The carmaker monitored its own workers and also big union leaders of the era, one of VW’s targets being Luiz Inacio Lula da Silva, who became President of Brazil from 2003 to 2011, remaining one of the country’s most influential politicians.

Brazil’s current president, Dilma Rousseff, has started investigating abuses that took place during 1964-1985 and the documents which reveal that information coming from VW was discovered in government archives by a special “truth commission” at the request of Rousseff.

According to the commission’s leaders, 20 pages of documents marked “confidential” that Volkswagen gave to the military in 1983 and 1984 prove that some automakers gathered their own information on union activities and shared it with authorities, a suspicion Reuters expressed a month ago concerning Volkswagen and other foreign automakers.

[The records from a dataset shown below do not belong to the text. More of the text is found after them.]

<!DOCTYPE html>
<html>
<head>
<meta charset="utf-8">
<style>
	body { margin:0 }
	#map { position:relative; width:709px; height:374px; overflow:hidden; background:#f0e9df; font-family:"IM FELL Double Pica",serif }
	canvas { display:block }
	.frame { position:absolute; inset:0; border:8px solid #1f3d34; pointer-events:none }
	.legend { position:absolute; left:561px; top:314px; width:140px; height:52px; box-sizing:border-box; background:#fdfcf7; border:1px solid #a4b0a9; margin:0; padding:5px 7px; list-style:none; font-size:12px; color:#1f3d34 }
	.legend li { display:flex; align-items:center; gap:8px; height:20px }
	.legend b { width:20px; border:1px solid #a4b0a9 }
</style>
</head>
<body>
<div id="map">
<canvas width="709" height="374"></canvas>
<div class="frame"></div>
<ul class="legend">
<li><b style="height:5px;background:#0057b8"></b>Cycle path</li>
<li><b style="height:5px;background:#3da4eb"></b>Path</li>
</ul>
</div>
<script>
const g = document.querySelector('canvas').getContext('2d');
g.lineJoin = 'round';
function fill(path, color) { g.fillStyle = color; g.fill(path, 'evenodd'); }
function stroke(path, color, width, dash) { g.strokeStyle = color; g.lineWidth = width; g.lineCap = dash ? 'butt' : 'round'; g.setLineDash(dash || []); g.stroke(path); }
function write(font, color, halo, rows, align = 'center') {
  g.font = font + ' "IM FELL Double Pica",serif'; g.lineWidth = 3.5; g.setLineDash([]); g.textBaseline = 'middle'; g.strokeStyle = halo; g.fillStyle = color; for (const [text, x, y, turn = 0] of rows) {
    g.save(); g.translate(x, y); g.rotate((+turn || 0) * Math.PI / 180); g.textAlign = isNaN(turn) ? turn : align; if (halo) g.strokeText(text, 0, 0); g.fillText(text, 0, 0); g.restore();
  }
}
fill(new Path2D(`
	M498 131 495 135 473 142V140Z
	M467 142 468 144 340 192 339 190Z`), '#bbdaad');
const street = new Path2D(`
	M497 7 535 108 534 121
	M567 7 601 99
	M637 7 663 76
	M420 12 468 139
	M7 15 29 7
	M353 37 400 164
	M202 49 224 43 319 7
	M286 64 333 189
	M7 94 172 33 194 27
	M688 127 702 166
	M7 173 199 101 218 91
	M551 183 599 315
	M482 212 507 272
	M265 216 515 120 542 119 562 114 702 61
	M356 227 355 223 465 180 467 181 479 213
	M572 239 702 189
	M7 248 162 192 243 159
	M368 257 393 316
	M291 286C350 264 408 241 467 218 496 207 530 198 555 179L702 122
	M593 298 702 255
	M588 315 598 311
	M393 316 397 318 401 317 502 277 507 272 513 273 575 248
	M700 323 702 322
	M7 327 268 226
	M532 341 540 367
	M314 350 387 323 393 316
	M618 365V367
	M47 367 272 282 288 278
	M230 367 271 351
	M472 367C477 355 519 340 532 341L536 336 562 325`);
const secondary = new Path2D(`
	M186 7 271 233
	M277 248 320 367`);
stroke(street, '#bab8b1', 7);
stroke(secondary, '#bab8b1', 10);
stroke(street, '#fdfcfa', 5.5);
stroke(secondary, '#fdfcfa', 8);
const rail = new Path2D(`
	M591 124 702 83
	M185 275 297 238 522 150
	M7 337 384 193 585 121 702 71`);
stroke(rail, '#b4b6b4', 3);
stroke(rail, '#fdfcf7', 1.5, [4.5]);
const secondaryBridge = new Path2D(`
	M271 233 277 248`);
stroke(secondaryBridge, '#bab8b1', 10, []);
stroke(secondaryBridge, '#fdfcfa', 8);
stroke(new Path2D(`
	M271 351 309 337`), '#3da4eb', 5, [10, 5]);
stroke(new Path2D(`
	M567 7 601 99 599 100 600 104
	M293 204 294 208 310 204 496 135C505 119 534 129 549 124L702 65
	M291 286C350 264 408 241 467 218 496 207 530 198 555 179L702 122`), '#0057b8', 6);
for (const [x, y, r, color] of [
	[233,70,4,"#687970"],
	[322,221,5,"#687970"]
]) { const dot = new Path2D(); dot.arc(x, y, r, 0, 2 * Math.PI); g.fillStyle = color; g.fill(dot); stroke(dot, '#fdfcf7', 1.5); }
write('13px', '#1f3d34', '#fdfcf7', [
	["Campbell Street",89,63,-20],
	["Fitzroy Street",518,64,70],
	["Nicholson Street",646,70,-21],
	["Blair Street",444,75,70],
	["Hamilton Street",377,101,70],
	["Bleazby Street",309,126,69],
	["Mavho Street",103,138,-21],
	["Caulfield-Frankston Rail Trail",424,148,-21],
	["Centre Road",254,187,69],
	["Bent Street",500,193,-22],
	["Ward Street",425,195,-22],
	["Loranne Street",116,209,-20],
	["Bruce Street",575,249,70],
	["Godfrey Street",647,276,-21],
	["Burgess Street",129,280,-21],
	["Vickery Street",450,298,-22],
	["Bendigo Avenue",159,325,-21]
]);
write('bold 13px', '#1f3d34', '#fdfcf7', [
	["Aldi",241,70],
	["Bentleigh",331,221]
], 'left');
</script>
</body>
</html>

Sebastiao Neto, a member of the National Truth Commission, said that “These documents show with exceptional clarity how companies expected the government to help them solve their problems with their workers.”

Companies could face civil lawsuits or reparations demand if they are found to have contributed to human rights violations of their workers during the Brazilian dictatorship. The auto brand said that “Volkswagen is acknowledged to be a model for coming to terms with its corporate history. The company will handle this topic in the same way.”